Given:
Dante's rectangular sign has a perimeter of 96 centimeters, and the width is half of the length.
The dimensions of Megan's sign are half the dimensions of Dante's sign.
To find:
The area of Megan's rectangular sign.
Solution:
Let length of Dante's rectangular sign be x.
[tex]width=\dfrac{1}{2}x[/tex]
Perimeter of a rectangle = 2(length + width)
Perimeter of 96 centimeters.

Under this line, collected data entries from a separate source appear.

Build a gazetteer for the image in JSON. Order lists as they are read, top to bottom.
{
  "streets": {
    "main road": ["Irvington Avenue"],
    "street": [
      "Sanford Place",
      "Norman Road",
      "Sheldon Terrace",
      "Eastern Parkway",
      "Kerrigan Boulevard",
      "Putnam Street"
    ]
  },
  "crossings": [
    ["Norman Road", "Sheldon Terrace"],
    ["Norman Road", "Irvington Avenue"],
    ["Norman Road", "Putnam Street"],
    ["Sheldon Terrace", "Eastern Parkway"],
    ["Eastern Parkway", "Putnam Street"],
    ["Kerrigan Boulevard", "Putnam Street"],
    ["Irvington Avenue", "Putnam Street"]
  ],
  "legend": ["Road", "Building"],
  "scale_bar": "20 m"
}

So,
[tex]2(x+\dfrac{1}{2}x)=96[/tex]
[tex]2(\dfrac{3}{2}x)=96[/tex]
[tex]3x=96[/tex]
Divide both sides by 3.
[tex]x=32[/tex]
So,
[tex]Length = 32[/tex] cm
[tex]width=\dfrac{1}{2}(32)=16[/tex] cm
The dimensions of Megan's sign are half the dimensions of Dante's sign.
So, dimensions of Megan's sign are 16 cm and 8 cm.
Area of a rectangle = length × width
Area of Megan's rectangular sign is
[tex]Area=16\times 8[/tex]
[tex]Area=128[/tex]
Therefore, the area of Megan's rectangular sign is 128 cm².